WHAT IS NEEDED: Check each line of the records for "shadow"; collect those that have it.

------

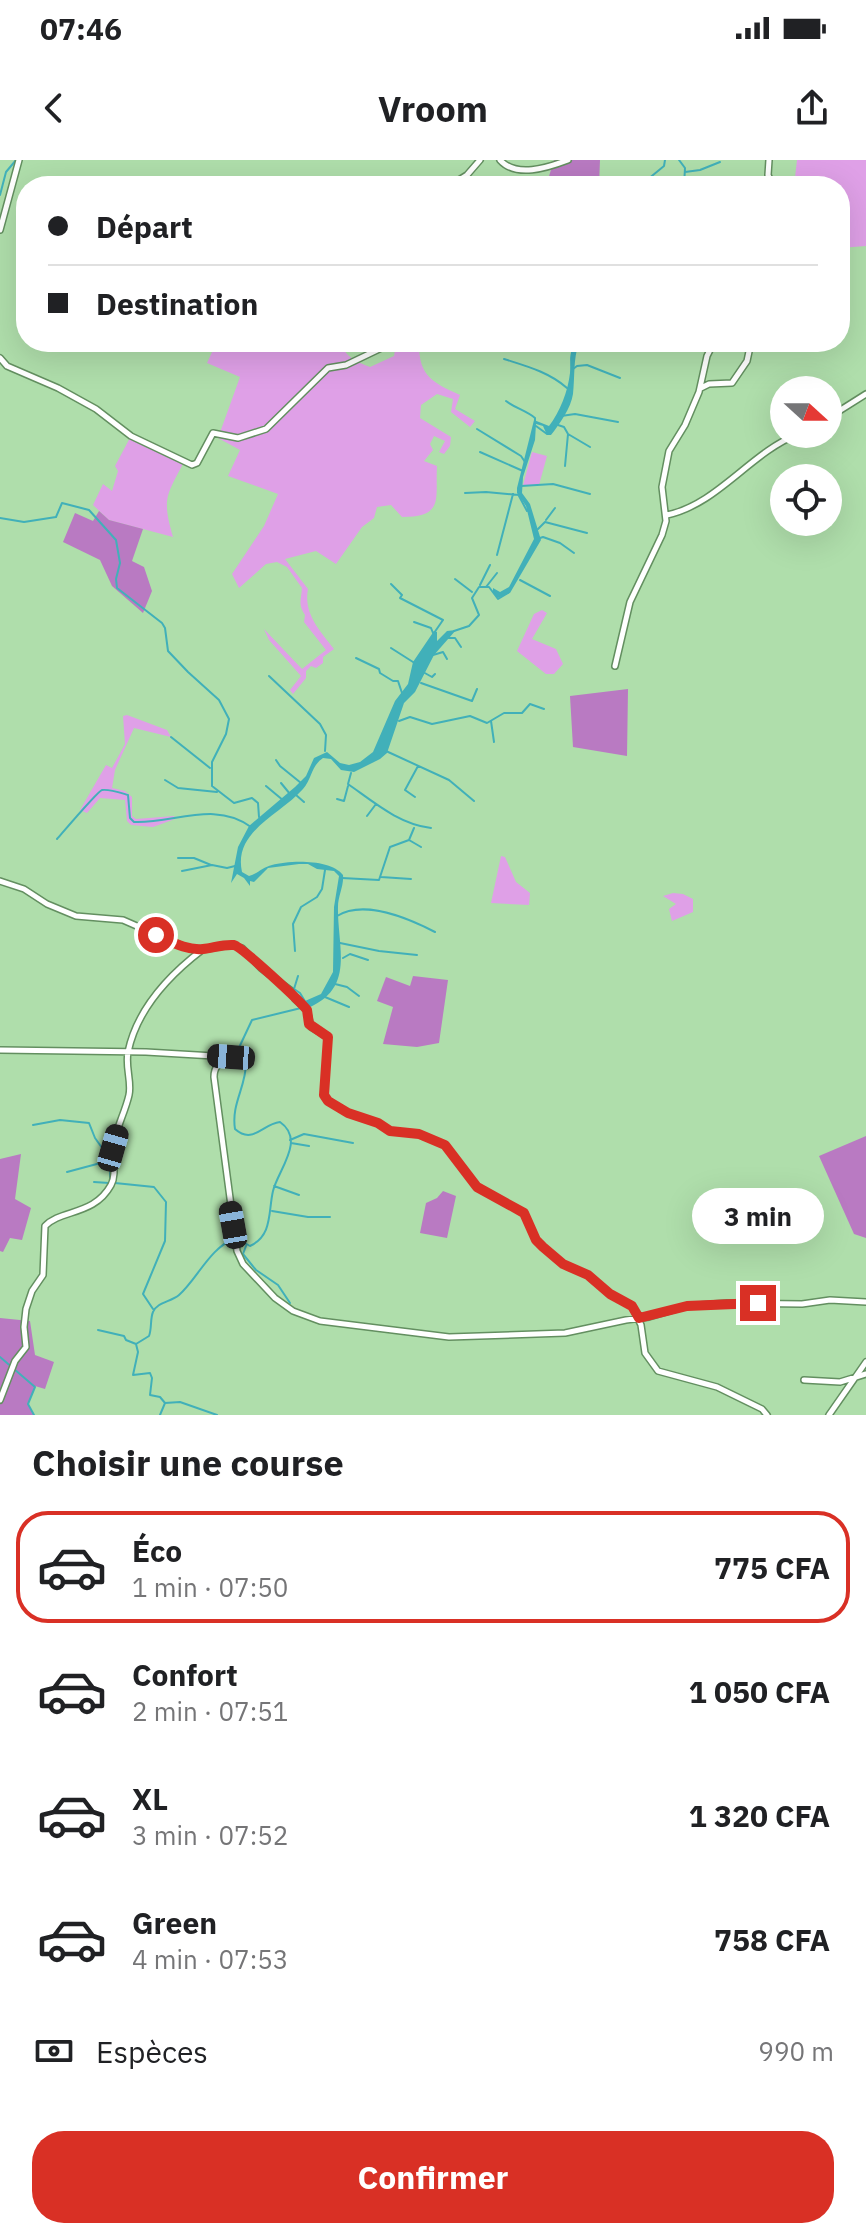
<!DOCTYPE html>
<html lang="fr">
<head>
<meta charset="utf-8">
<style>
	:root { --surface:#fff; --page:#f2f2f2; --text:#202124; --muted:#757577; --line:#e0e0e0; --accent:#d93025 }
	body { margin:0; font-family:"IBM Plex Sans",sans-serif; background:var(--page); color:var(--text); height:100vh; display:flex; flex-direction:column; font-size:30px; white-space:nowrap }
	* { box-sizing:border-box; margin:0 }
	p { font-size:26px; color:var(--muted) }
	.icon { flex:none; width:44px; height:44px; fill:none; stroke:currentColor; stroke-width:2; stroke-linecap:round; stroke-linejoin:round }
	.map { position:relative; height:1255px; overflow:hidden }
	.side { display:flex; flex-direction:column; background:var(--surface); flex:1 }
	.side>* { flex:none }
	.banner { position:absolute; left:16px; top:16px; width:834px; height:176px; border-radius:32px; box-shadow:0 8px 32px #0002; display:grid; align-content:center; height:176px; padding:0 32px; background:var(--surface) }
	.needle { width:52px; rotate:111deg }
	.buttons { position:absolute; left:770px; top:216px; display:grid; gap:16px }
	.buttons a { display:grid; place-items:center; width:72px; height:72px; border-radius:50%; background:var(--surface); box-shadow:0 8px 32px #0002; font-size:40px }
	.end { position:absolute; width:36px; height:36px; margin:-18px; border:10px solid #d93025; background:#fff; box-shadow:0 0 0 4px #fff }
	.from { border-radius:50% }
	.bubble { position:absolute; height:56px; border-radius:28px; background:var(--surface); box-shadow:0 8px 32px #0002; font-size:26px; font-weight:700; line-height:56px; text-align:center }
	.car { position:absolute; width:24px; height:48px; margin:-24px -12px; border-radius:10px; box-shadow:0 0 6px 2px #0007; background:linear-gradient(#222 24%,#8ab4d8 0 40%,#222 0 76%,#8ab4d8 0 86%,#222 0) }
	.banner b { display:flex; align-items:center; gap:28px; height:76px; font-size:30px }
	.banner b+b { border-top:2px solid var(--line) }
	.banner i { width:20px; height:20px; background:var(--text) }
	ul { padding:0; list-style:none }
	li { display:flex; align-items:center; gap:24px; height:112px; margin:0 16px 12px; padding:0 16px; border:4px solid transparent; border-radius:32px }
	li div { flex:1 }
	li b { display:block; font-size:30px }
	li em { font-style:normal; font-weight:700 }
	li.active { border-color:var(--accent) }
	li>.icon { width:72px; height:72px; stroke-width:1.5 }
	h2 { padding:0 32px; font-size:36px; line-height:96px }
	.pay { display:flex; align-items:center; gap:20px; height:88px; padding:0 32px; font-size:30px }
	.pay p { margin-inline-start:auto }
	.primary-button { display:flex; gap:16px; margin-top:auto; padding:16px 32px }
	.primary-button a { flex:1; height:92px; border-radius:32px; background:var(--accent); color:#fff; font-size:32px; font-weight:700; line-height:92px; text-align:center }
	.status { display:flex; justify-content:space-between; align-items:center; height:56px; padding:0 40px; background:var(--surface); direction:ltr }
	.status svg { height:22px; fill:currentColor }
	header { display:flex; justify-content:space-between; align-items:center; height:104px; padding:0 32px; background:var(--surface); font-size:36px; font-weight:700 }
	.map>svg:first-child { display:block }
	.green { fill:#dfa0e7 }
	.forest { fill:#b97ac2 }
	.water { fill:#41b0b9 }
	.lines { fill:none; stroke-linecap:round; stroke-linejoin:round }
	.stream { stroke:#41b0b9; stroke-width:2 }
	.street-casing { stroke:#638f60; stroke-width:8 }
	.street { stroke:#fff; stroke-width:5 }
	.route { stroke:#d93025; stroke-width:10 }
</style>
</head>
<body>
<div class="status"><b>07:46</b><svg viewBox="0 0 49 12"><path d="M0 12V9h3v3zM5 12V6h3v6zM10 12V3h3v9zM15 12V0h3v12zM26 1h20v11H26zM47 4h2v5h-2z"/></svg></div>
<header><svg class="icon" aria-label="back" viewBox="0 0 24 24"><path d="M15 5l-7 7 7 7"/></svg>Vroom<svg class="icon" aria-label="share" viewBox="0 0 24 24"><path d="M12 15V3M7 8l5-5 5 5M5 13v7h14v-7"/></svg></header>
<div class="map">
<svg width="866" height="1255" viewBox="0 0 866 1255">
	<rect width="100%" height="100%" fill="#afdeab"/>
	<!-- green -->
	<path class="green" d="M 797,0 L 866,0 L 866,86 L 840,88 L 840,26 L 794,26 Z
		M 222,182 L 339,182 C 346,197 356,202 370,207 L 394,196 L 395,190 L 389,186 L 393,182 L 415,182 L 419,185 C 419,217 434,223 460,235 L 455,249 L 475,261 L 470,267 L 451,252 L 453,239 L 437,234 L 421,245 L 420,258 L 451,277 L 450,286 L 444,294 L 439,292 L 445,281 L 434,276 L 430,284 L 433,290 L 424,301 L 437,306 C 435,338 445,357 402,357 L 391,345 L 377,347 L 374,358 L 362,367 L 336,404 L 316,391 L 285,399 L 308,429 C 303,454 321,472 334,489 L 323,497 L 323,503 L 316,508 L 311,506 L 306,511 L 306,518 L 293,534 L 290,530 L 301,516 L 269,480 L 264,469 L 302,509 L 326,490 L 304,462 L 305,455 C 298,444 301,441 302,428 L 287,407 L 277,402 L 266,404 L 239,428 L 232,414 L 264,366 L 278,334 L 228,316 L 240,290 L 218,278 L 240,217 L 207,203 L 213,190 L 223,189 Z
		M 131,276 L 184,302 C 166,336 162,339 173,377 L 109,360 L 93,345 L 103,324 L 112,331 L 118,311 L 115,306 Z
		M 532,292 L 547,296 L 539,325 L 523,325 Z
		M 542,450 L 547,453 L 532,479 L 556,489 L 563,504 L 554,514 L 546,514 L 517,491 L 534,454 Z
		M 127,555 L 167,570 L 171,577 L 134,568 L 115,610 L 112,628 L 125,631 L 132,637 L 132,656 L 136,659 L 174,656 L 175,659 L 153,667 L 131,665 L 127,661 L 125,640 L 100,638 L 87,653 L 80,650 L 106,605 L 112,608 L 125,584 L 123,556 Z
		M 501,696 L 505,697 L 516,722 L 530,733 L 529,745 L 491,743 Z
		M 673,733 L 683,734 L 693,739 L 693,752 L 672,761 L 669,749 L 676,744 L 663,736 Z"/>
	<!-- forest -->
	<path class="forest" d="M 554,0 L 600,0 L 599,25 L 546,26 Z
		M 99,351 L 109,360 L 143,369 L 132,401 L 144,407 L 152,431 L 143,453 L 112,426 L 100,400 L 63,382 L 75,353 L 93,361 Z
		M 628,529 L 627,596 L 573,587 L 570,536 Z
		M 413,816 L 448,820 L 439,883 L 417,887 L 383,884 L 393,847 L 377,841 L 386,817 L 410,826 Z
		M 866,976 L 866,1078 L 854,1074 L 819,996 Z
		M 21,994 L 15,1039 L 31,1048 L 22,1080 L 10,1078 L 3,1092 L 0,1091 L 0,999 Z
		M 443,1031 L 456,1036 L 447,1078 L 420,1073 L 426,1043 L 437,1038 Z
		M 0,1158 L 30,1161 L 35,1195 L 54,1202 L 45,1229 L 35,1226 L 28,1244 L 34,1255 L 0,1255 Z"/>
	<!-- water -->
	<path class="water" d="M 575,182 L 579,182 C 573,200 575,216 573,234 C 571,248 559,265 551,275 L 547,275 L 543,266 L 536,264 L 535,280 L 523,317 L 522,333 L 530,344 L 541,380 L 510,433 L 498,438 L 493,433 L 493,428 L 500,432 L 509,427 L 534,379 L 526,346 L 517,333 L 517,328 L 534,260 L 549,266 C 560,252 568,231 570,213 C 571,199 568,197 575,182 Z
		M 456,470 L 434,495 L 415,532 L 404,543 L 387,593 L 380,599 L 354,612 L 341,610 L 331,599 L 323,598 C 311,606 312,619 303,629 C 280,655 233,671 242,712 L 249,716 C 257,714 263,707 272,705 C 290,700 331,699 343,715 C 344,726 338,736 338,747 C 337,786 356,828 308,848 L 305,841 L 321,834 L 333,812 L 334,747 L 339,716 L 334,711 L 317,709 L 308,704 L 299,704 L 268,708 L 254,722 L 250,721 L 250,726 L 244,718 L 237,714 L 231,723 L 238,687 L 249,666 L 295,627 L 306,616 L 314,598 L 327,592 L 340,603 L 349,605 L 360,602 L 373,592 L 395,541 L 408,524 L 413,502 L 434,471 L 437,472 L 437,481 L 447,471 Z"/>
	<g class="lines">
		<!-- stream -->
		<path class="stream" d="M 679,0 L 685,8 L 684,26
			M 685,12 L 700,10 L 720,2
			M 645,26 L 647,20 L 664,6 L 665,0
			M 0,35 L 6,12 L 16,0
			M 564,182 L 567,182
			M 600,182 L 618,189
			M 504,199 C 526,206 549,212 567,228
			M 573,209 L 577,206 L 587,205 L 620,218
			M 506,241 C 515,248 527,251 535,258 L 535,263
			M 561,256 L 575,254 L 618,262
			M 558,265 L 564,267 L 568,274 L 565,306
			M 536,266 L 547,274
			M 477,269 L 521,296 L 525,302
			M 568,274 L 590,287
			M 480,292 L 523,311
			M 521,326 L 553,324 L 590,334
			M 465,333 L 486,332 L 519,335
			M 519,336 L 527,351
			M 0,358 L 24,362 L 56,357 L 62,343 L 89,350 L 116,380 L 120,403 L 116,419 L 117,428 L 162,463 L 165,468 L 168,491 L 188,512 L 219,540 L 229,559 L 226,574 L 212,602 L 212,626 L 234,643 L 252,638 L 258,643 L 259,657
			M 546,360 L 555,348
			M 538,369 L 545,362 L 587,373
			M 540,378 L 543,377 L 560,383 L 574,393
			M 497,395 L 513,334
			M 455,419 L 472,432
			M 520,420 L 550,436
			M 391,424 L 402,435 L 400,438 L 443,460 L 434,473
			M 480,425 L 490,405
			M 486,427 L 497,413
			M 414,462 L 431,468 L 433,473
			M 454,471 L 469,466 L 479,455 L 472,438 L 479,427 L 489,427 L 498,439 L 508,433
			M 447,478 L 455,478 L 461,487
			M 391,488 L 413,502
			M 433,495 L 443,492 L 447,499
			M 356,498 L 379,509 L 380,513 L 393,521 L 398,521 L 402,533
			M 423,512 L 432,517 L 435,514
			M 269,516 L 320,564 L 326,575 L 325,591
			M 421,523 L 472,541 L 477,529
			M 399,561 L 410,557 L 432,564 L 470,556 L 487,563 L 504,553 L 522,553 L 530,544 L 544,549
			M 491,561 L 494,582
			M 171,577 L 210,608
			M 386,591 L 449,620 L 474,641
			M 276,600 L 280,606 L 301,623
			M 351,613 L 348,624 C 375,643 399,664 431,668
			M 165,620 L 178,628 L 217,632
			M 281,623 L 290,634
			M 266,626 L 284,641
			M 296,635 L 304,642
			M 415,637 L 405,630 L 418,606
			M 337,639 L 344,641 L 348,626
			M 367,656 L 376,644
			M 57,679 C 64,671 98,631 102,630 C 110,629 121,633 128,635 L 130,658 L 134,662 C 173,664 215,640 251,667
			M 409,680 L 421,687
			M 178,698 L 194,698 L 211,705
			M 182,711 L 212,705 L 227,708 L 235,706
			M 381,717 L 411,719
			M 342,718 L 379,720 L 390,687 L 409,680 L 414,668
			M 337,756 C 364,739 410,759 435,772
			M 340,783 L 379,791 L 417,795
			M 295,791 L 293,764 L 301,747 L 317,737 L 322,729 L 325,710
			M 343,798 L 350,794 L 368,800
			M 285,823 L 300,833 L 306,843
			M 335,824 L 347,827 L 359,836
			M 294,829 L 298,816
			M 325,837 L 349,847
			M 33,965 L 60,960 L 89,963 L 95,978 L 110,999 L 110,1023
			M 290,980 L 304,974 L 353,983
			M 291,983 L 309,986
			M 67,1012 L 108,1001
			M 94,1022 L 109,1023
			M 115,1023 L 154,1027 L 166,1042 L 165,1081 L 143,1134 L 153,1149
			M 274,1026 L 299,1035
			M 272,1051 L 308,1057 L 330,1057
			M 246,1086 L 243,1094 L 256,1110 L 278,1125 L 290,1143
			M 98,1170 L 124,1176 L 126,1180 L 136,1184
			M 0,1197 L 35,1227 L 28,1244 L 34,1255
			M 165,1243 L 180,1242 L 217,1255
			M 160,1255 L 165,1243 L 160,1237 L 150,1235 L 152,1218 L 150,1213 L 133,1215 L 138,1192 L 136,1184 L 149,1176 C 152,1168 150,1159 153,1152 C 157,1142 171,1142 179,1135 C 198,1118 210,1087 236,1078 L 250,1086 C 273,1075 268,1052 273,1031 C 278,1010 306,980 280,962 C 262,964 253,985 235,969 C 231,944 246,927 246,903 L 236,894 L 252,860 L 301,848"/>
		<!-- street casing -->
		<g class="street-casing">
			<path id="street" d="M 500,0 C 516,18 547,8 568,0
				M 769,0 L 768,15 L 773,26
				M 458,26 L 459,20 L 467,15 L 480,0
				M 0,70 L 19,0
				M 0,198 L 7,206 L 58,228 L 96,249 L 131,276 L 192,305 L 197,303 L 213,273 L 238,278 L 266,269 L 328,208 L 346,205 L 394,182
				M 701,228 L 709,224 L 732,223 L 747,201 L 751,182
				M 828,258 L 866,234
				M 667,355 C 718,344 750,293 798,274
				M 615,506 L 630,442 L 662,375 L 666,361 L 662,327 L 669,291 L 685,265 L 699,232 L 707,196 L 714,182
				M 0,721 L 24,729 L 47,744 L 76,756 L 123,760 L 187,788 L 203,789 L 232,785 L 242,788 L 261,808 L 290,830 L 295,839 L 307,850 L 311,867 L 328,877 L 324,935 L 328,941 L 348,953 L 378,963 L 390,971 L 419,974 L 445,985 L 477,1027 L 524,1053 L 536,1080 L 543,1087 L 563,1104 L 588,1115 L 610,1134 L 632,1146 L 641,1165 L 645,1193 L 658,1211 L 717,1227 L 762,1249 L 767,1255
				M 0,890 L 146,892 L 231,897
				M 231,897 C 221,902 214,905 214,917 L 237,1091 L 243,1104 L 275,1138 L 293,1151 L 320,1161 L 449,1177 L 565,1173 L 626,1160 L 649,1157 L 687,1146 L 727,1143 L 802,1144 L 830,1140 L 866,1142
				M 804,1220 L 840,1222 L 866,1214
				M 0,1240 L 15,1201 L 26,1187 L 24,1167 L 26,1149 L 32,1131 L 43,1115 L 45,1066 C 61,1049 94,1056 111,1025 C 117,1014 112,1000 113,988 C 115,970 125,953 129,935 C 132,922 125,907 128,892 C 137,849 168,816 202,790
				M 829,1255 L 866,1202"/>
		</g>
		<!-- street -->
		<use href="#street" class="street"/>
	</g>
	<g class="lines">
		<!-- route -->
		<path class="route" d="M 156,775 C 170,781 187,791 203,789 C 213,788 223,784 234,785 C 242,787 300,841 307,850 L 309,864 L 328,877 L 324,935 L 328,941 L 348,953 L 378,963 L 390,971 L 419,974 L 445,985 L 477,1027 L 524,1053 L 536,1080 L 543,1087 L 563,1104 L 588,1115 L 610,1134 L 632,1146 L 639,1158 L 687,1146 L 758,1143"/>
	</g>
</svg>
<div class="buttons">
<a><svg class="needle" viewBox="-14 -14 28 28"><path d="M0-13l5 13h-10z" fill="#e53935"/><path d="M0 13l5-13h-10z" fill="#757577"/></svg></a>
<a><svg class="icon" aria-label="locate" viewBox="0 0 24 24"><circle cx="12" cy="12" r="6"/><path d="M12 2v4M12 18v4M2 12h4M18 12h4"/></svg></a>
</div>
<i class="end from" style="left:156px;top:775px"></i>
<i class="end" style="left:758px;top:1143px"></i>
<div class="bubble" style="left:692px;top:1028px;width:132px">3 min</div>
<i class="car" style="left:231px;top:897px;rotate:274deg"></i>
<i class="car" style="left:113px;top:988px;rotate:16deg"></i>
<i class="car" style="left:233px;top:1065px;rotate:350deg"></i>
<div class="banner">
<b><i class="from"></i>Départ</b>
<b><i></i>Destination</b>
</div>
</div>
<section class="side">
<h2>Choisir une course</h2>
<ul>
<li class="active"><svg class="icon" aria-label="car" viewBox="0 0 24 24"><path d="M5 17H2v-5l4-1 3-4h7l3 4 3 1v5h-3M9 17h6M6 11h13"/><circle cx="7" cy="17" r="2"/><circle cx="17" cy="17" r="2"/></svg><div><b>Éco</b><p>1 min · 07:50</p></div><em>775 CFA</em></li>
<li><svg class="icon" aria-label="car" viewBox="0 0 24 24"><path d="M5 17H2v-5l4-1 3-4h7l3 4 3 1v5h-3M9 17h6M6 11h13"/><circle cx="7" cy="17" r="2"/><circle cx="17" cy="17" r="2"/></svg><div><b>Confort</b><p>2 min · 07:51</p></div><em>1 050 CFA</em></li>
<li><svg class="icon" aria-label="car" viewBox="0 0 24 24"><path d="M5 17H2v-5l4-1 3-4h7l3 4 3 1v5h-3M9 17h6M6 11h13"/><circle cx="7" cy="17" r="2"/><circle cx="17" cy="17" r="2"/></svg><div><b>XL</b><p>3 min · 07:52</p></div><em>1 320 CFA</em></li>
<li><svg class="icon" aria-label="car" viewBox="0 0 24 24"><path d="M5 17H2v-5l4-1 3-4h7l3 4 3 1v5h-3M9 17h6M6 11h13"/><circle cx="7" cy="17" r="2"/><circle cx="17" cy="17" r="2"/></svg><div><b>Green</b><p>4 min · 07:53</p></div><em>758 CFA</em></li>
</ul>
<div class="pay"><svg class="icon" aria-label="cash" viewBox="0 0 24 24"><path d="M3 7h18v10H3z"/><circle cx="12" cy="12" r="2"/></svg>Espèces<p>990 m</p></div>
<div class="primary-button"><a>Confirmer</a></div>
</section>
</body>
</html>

------

PROBLEM SOLUTION:
	.banner { position:absolute; left:16px; top:16px; width:834px; height:176px; border-radius:32px; box-shadow:0 8px 32px #0002; display:grid; align-content:center; height:176px; padding:0 32px; background:var(--surface) }
	.buttons a { display:grid; place-items:center; width:72px; height:72px; border-radius:50%; background:var(--surface); box-shadow:0 8px 32px #0002; font-size:40px }
	.end { position:absolute; width:36px; height:36px; margin:-18px; border:10px solid #d93025; background:#fff; box-shadow:0 0 0 4px #fff }
	.bubble { position:absolute; height:56px; border-radius:28px; background:var(--surface); box-shadow:0 8px 32px #0002; font-size:26px; font-weight:700; line-height:56px; text-align:center }
	.car { position:absolute; width:24px; height:48px; margin:-24px -12px; border-radius:10px; box-shadow:0 0 6px 2px #0007; background:linear-gradient(#222 24%,#8ab4d8 0 40%,#222 0 76%,#8ab4d8 0 86%,#222 0) }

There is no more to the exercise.